When did you outgrow the x86 meme? How much better is your life today?
lol
Is there just one man spouting this meme?
>>53562513
Yeah, that's how a lot of memes start unfortunately. It's just like that stupid """"""quotes"""""" meme that we're seeing a lot now. That cuck shit also started as a forced meme on 4chan.
>>53562492
>implying
>>53562511
enjoy the hardware backdoors lol
Actually it still better than any other cpu architecture right now. Servers and super computers still use them.
>>53562550
*puts on tinfoil hat*
>>53562586
Wrong.
Try POWER or SPARC.
>>53562626
Nope, still x86_64
POWER is only used for legacy reasons and is slowly being phased out. Sparc is barely hanging on.
x86 has been a zombie that will not die anytime soon. I avoided it until 1997. At that point Linux demonstrated that the hardware could do the job and that the real problem was Microsoft. Been using x86 architecture for PC since then. There is a lot of legacy shit, but it gets the job done and does it for the best price point.
>>53562492
>>53560239
This is getting kind of old.
>>53562492
>>53562511
>>53562716
I use a Chromebook with an rockchip arm CPU and it's surprisingly pretty speedy. I'm happy the competition from arm has improved thr battery life and speed of x86 mobile cpus right now.
I'm not sure if ARM will ever become fast enough for "prosumers" but it's getting close to being fast enough for "consumers" who only consume content.
>>53562674
>itanium
OP is a fag
>>53562674
>le top 500 memes XD
>>53562586
>>53562626
>>53562674
RISC architectures are superior to x86.
HOWEVER...Intel dominated the market from early on. Which means nobody had the cash for R&D to beat Intel by a wide enough performance margin to overcome the inertia of backwards compatibility.
I remember the RISC workstation attacks on x86 in the 90's. PowerPC, SPARC, MIPS, DEC Alpha, etc. They were faster, no doubt. But Intel stayed close enough that most people weren't willing to give up their software for a little more speed. This was compounded by the fact that Windows was the most popular OS and never really ran on other architectures (inb4 NT).
ARM took off in mobile because there was no legacy x86 code. And out of the RISC architectures, ARM invested the most time/effort in mobility (low power). They were basically pushed this direction due to early Apple work (Newton).
If there was zero legacy code you would much rather design a chip using one of the RISC ISAs. But by throwing cash and engineers at the problem, which they had thanks to their legacy, Intel has managed to dominate.
>>53563644
>RISC architectures are superior to x86.
>Being this retarded
1. x86 translates to RISC on-die
2. RISC may consume less power but it's the same reason Atoms consume less than Xeons, they're less powerful
http://www.extremetech.com/extreme/188396-the-final-isa-showdown-is-arm-x86-or-mips-intrinsically-more-power-efficient/2
If tl;dr skip to bottom graph. Notice how far the i7 is from the group of "low power" processors.

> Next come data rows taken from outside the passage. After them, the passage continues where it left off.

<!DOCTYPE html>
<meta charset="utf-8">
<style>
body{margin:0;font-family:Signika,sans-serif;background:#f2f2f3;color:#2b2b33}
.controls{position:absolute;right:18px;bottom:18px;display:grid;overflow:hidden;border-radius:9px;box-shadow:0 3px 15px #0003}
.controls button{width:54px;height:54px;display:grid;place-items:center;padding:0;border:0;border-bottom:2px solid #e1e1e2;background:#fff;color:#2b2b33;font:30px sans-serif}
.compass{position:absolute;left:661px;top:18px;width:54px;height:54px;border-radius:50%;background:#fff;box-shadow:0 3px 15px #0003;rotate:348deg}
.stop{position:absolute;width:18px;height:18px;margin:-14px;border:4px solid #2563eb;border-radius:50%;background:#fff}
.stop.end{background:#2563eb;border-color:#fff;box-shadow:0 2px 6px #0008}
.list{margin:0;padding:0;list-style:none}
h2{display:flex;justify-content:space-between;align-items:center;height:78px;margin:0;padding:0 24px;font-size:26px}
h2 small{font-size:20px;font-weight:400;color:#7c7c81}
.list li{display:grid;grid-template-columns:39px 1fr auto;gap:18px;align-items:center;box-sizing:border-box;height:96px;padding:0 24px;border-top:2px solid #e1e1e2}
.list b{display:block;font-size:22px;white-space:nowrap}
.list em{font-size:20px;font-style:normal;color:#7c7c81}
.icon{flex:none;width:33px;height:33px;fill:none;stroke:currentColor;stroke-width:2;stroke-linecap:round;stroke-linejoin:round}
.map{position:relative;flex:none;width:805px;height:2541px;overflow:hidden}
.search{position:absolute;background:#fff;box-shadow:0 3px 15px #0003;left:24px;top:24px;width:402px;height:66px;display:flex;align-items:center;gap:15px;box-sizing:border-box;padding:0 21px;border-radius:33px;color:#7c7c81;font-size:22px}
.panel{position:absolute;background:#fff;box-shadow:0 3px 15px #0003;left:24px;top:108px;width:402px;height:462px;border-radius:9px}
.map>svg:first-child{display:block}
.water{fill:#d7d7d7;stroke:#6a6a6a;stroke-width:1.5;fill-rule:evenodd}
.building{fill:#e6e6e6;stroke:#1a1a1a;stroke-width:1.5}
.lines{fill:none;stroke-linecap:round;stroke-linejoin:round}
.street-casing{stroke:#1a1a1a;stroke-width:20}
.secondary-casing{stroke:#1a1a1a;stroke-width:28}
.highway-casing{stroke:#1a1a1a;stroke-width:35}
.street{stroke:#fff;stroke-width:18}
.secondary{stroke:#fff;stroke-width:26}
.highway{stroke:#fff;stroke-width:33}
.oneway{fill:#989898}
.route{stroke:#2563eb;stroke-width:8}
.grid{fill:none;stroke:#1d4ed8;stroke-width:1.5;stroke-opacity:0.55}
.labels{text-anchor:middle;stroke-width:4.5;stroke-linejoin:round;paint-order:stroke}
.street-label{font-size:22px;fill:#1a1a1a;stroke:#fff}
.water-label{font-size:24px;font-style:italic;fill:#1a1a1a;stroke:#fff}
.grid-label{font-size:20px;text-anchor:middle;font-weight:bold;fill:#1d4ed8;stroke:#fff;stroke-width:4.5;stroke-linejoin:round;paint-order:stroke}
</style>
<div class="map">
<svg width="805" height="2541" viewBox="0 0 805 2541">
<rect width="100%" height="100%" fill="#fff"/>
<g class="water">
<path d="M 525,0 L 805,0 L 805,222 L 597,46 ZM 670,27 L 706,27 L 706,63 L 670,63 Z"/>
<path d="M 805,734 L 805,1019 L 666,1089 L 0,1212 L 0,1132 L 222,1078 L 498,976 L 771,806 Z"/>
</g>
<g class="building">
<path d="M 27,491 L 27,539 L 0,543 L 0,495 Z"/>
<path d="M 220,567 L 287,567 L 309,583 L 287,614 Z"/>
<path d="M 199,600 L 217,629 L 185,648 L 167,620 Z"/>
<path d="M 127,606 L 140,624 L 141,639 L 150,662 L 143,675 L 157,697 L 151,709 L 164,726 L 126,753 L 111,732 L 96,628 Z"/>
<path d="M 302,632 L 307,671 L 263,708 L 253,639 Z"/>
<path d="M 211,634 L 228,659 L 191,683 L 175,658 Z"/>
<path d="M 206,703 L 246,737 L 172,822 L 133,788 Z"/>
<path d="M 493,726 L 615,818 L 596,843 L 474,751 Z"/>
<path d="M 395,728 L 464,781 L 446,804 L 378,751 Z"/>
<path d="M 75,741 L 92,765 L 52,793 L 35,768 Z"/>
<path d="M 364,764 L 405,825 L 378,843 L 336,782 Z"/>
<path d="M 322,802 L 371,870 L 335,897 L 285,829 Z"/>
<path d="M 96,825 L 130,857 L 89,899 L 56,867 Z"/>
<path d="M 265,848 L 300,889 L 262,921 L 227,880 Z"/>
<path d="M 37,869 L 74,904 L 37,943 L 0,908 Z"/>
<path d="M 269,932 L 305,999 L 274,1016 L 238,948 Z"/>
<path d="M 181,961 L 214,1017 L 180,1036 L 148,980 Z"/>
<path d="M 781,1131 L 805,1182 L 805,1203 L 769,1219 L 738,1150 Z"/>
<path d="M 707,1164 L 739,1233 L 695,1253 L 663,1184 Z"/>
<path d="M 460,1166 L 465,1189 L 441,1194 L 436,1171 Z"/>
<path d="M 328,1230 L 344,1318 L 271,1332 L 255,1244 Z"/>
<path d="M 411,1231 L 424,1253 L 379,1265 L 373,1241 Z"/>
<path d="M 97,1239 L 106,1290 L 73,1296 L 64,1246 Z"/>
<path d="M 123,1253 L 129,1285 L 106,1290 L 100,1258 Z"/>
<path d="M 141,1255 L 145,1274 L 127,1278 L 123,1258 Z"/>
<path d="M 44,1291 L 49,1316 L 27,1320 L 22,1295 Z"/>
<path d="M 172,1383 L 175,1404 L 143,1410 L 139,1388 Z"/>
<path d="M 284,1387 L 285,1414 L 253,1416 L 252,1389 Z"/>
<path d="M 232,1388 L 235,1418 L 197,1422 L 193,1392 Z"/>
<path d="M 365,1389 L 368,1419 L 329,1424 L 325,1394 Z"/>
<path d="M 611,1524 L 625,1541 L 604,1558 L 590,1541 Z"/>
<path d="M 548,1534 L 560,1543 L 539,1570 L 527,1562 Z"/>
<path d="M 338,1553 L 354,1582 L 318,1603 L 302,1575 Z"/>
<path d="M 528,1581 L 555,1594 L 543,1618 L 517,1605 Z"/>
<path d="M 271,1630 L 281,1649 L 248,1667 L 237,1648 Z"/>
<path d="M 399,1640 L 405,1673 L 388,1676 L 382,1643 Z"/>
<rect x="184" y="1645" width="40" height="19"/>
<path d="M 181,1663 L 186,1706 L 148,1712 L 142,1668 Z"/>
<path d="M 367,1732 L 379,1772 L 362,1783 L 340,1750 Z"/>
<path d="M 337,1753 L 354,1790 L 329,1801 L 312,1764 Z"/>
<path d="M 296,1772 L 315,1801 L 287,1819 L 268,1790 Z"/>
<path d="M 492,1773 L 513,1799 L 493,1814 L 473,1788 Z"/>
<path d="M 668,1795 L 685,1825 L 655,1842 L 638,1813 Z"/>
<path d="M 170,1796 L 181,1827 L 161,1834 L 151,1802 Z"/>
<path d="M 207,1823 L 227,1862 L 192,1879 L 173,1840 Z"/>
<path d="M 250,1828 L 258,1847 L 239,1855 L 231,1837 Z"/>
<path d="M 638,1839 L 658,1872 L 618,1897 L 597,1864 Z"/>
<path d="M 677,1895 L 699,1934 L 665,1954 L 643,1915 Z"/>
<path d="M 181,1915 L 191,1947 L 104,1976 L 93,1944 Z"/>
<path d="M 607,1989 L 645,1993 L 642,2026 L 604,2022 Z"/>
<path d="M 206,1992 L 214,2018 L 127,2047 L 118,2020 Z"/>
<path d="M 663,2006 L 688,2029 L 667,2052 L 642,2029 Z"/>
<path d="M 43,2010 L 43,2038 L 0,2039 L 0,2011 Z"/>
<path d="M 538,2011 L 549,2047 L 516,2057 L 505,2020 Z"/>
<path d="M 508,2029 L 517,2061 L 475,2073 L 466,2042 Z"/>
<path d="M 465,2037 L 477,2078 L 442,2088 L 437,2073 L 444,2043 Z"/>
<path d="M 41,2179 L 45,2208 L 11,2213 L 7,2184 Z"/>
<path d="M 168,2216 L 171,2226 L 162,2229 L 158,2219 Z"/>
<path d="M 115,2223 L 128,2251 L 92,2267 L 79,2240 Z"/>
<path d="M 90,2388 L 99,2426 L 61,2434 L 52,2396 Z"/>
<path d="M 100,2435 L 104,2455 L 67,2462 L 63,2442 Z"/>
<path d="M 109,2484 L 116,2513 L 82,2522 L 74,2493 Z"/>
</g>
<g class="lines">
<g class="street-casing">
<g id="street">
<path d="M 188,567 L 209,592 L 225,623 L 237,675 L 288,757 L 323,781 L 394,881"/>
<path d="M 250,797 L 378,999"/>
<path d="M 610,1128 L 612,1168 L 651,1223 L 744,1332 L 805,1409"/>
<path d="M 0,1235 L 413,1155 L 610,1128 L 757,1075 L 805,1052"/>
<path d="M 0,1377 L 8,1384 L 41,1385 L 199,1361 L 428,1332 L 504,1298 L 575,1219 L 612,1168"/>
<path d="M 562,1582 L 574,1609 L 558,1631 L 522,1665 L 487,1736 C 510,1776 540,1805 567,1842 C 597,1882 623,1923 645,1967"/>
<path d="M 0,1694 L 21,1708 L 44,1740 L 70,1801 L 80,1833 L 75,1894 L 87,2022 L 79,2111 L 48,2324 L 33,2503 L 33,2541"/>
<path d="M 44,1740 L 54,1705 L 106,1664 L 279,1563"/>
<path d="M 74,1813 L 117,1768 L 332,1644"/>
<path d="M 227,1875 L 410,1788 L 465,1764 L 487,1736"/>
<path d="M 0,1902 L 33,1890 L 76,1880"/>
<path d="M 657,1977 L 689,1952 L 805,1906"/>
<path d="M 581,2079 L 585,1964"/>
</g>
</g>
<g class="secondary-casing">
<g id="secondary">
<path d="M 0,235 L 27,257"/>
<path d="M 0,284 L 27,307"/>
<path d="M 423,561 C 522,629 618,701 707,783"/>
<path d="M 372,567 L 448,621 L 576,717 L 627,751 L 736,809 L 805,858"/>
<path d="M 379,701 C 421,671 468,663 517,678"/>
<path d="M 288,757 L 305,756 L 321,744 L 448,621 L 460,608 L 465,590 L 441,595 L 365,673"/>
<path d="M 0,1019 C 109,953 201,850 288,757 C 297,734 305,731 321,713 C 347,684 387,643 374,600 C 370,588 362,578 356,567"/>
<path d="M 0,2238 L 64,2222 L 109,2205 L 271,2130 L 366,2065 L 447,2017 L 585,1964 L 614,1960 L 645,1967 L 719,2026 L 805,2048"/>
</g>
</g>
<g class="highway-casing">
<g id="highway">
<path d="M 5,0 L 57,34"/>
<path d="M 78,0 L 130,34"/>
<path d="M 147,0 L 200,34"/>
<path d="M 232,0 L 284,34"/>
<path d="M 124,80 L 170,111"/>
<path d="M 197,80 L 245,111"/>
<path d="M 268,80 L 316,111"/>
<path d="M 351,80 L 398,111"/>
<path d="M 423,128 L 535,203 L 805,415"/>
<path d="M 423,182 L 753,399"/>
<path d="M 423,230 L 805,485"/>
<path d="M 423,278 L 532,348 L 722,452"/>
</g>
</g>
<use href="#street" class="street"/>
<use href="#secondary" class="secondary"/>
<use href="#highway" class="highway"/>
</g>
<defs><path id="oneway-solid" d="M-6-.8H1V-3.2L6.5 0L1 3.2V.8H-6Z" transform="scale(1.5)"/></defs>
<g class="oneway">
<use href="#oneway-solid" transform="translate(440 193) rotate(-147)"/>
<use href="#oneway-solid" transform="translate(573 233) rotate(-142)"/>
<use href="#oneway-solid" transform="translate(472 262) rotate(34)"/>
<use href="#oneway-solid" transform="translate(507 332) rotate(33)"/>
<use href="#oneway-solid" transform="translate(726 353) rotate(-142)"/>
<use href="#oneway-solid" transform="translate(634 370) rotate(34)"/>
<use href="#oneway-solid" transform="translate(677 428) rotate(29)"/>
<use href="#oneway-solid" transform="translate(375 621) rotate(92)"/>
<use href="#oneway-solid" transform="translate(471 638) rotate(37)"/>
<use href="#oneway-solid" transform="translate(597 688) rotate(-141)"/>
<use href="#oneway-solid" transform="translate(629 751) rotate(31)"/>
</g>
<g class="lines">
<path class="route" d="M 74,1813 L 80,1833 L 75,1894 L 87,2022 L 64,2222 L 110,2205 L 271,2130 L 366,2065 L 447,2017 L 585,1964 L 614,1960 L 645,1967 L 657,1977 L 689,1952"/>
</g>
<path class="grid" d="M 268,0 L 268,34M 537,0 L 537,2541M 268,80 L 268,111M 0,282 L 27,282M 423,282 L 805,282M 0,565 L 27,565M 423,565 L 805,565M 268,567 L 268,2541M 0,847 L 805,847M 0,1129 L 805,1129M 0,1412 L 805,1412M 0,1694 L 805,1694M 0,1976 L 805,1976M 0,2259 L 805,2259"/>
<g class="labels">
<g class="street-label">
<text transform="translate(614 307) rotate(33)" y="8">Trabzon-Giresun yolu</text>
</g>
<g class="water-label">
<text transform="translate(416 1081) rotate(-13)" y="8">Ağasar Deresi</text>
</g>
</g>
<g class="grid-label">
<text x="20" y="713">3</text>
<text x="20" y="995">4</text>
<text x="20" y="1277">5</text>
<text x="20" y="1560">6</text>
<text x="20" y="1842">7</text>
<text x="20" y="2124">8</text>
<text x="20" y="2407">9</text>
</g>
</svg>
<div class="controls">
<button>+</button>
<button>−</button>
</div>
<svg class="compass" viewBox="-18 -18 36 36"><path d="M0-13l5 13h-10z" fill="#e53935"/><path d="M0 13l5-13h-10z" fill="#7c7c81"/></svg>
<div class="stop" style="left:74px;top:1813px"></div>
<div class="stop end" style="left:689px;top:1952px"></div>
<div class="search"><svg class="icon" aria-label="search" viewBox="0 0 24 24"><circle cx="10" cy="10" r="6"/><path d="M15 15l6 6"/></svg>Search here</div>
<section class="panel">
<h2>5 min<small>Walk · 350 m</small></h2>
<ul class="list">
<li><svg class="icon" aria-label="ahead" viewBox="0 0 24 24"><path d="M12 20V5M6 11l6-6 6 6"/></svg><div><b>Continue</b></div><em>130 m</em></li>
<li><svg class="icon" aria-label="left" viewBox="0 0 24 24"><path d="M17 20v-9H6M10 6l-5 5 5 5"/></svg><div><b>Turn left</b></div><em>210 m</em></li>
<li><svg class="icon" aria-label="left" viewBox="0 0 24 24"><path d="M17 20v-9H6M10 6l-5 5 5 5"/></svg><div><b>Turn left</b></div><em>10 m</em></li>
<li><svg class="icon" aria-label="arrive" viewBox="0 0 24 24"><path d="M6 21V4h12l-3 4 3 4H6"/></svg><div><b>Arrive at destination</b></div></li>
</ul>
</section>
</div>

Around 4 years ago, I only use two x86 computers now and don't plan on using them for much longer
>>53564665
>1. x86 translates to RISC on-die
So you think wasting die space on that translation makes x86 equal to RISC?
And you call other people retarded?
A RISC engineer could use that space for larger caches, more units, better branch prediction, etc.
Also: you can break CISC instructions down, but you can't achieve the same instruction throughput without throwing more logic (die space) at the task. RISC was designed to minimize the dependencies that stall the pipeline and fuck up superscalar dispatch. Breaking CISC instructions down doesn't always free you up. Your multiple RISC-like instructions still represent one CISC opcode that has to execute in a certain way to be valid.
If you have the R&D and can spare the die space (or fab larger chips) you CAN throw more logic at the problem, but that doesn't make CISC equal as a design philosophy. It proves that CISC is not equal as a design philosophy.
>2. RISC may consume less power but it's the same reason Atoms consume less than Xeons, they're less powerful
Nope. No one is really targeting the desktop with RISC processors right now. When that war was going on smaller R&D teams with less money managed to produce faster processors, often with smaller dies and less power consumption. When they went all out on die size and power they were much faster.
You're probably too young to remember Apple's snail commercials, but the PowerPC G3 really did kick the shit out of the P2. And the G3 was at the bottom end of RISC workstation processors, designed to size/TDP/cost constraints for a consumer market.
A lot of people were sure that Intel's days were numbered based on the performance gap, but they completely underestimated legacy code and the fact that even being 2x as fast doesn't matter much when Intel will reach that point in 12-18 months thanks to Moore's Law.